EXERCISE REQUIREMENTS: Search the records for the string "reading", and show each line where it appears.

MATERIAL PROVIDED:
◇ ◇ ◇ ◇ ◇ ◇ ◇

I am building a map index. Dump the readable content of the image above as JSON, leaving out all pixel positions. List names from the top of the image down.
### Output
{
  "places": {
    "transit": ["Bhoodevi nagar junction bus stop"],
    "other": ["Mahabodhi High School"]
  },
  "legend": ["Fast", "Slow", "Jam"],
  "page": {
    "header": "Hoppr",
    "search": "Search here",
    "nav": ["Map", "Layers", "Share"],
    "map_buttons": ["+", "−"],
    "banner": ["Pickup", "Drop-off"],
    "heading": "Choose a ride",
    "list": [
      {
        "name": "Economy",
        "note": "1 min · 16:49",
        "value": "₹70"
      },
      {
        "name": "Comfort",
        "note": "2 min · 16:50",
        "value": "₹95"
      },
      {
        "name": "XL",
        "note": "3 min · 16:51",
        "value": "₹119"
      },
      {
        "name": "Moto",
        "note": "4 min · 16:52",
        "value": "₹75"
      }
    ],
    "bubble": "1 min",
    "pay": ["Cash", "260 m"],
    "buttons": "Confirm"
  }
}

◇ ◇ ◇ ◇ ◇ ◇ ◇

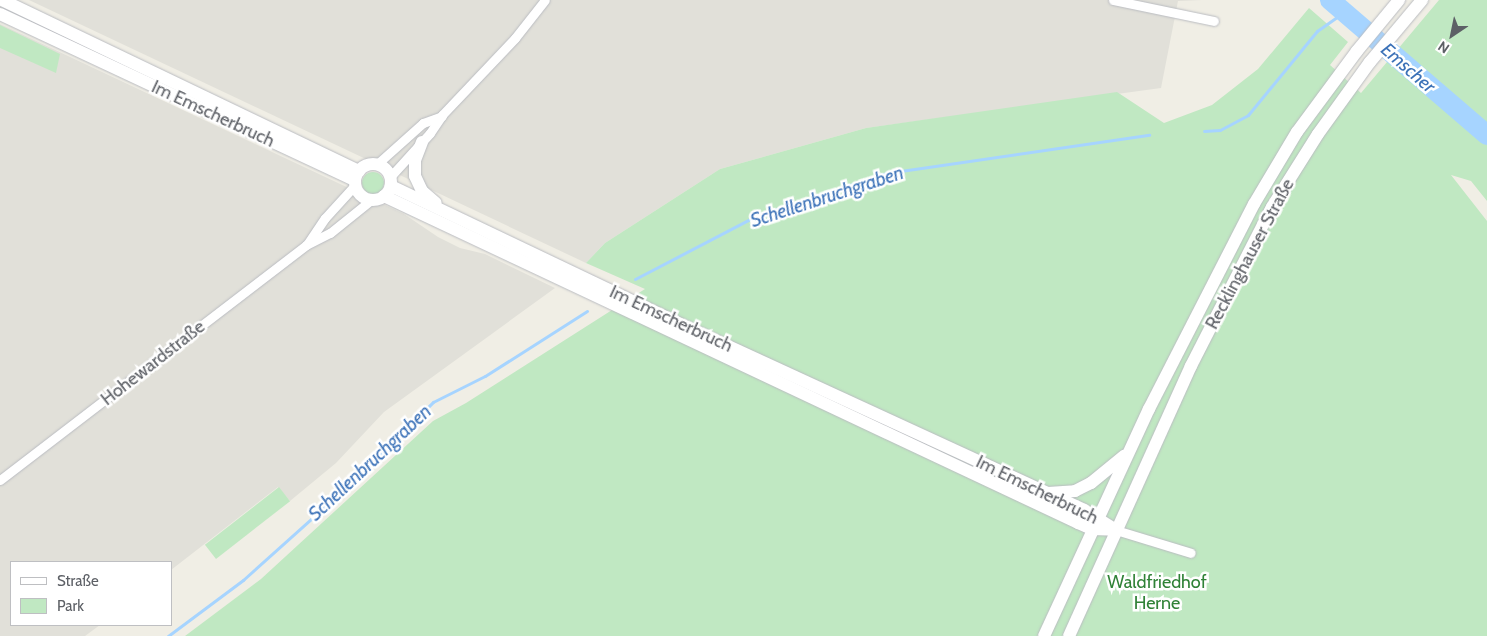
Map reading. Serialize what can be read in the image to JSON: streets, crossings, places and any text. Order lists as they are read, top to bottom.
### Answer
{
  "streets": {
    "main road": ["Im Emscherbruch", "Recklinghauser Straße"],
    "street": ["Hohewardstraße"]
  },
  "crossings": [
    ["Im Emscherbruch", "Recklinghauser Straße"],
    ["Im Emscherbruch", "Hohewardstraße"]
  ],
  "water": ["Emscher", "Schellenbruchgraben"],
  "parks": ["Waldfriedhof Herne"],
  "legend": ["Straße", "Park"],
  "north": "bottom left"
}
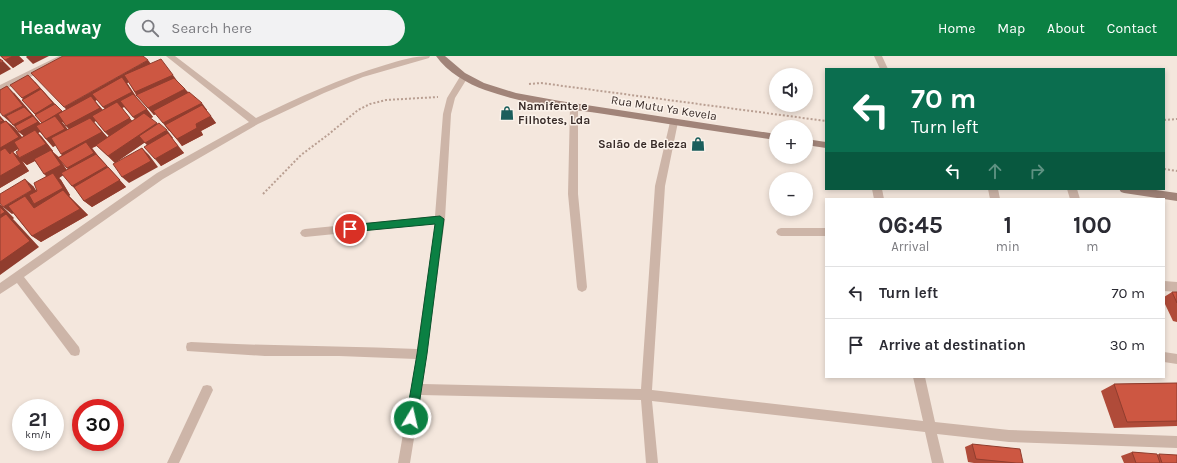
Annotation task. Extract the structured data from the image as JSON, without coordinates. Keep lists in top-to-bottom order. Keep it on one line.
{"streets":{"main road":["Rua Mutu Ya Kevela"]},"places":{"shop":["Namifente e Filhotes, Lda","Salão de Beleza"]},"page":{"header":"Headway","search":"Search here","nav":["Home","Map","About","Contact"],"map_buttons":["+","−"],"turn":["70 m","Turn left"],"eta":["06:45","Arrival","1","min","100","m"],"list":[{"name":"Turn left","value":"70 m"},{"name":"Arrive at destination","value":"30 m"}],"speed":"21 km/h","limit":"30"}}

◇ ◇ ◇ ◇ ◇ ◇ ◇

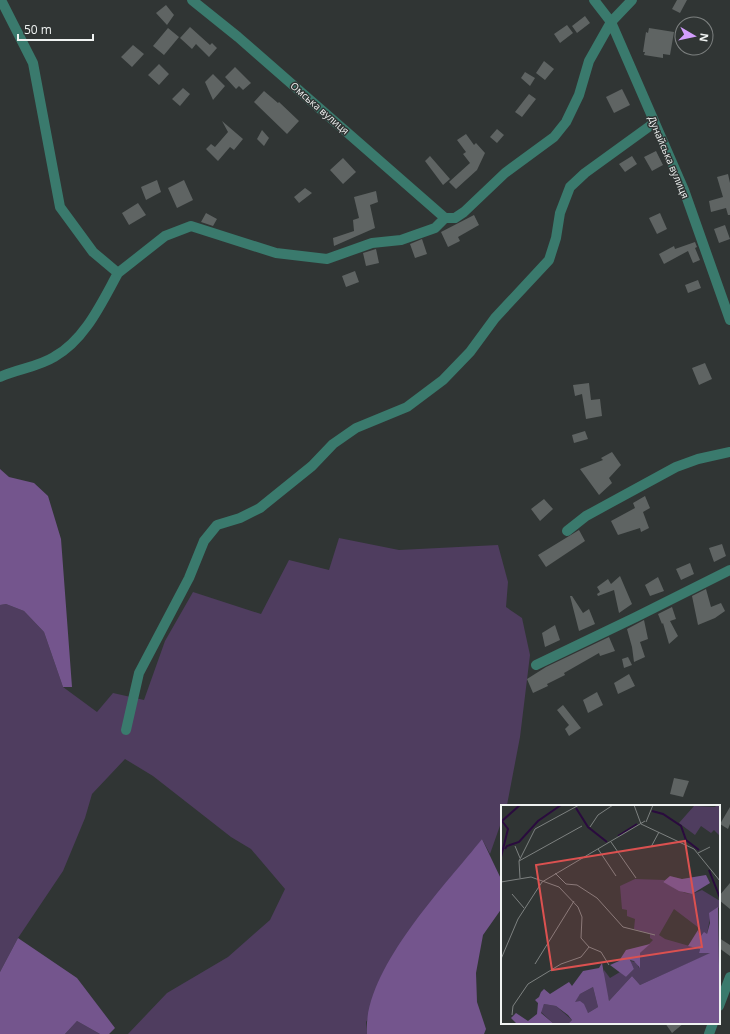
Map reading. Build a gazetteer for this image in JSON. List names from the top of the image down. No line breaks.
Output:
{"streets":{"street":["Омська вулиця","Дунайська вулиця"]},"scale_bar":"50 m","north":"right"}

◇ ◇ ◇ ◇ ◇ ◇ ◇

EXERCISE OUTPUT:
Map reading. Serialize what can be read in the image to JSON: streets, crossings, places and any text. Order lists as they are read, top to bottom.
Map reading. Build a gazetteer for this image in JSON. List names from the top of the image down. No line breaks.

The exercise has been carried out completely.